(Stored items)
((

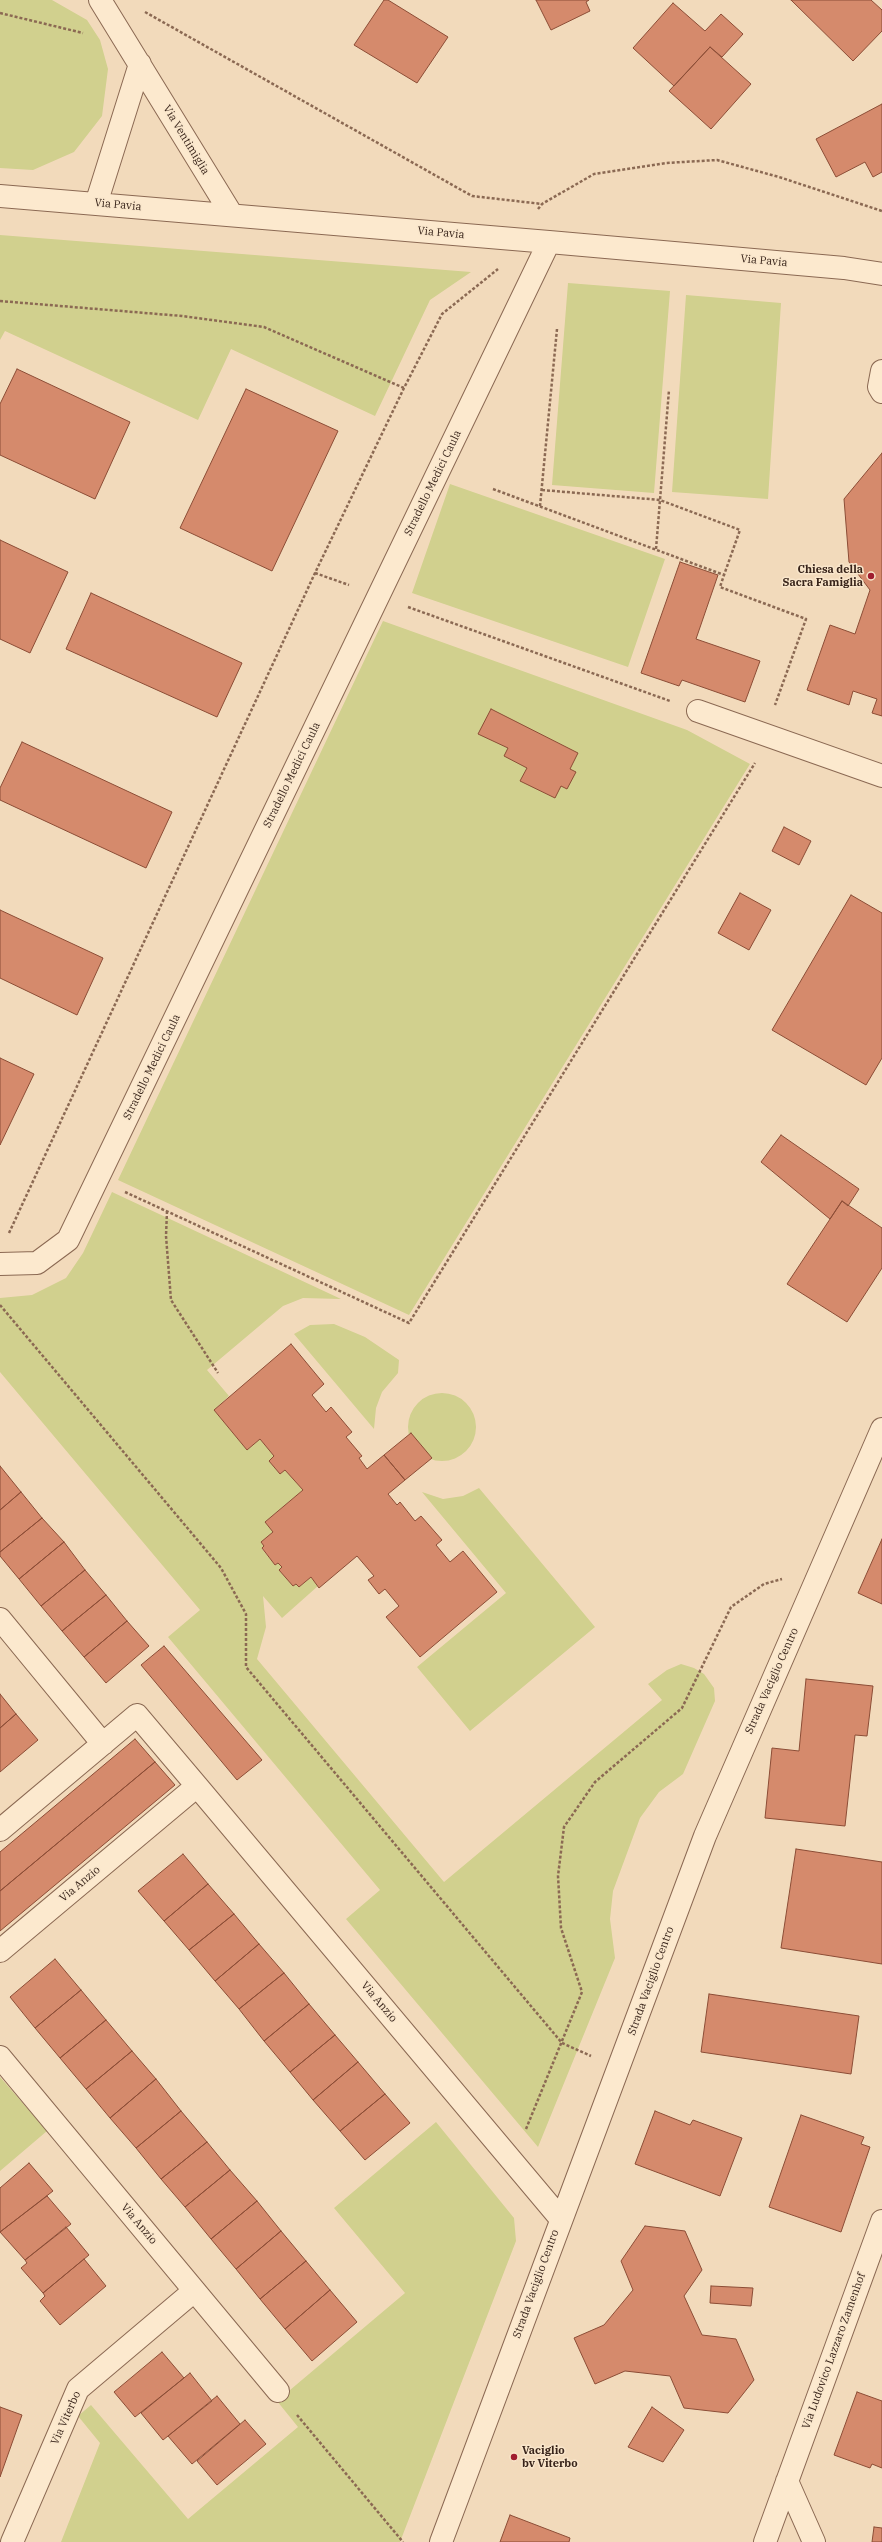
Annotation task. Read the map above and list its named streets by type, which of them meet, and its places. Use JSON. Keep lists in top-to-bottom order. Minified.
{"streets":{"street":["Via Ventimiglia","Via Pavia","Stradello Medici Caula","Strada Vaciglio Centro","Via Anzio","Via Ludovico Lazzaro Zamenhof","Via Viterbo"]},"crossings":[["Via Ventimiglia","Via Pavia"],["Via Pavia","Stradello Medici Caula"],["Strada Vaciglio Centro","Via Anzio"],["Via Anzio","Via Viterbo"]],"places":["Chiesa della Sacra Famiglia","Vaciglio bv Viterbo"]}
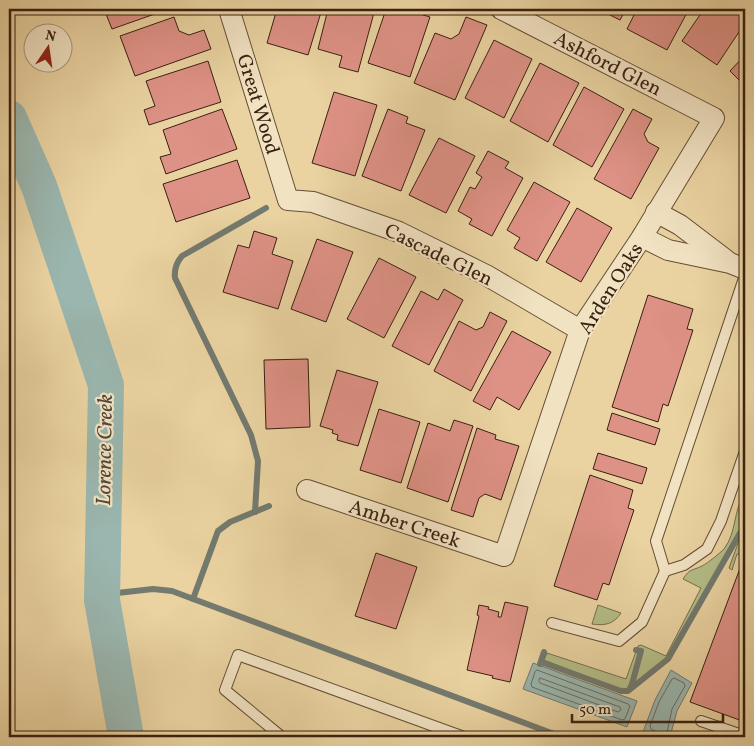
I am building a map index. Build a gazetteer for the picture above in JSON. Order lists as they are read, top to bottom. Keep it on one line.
{"streets":{"street":["Ashford Glen","Great Wood","Cascade Glen","Arden Oaks","Amber Creek"]},"crossings":[["Ashford Glen","Arden Oaks"],["Great Wood","Cascade Glen"],["Cascade Glen","Arden Oaks"],["Arden Oaks","Amber Creek"]],"water":["Lorence Creek"],"scale_bar":"50 m","north":"top"}
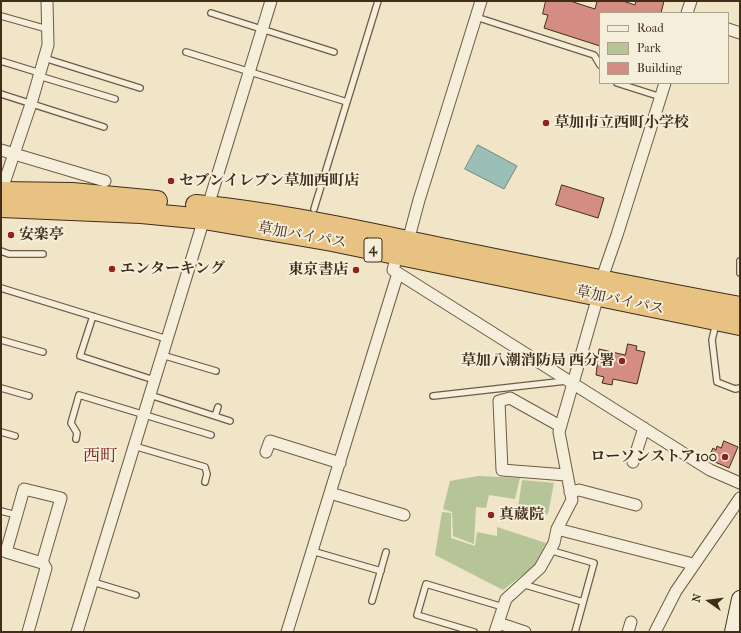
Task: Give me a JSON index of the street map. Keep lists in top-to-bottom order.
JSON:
{
  "streets": {
    "highway": ["草加バイパス", "4"]
  },
  "districts": ["西町"],
  "places": [
    "草加市立西町小学校",
    "セブンイレブン草加西町店",
    "安楽亭",
    "エンターキング",
    "東京書店",
    "草加八潮消防局 西分署",
    "ローソンストア100",
    "真蔵院"
  ],
  "legend": ["Road", "Park", "Building"],
  "north": "left"
}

))

What you write should match, character for character, the lines from the one with "Task: Give me" to the end of the data, both included.

Task: Give me a JSON index of the street map. Keep lists in top-to-bottom order.
JSON:
{
  "streets": {
    "highway": ["草加バイパス", "4"]
  },
  "districts": ["西町"],
  "places": [
    "草加市立西町小学校",
    "セブンイレブン草加西町店",
    "安楽亭",
    "エンターキング",
    "東京書店",
    "草加八潮消防局 西分署",
    "ローソンストア100",
    "真蔵院"
  ],
  "legend": ["Road", "Park", "Building"],
  "north": "left"
}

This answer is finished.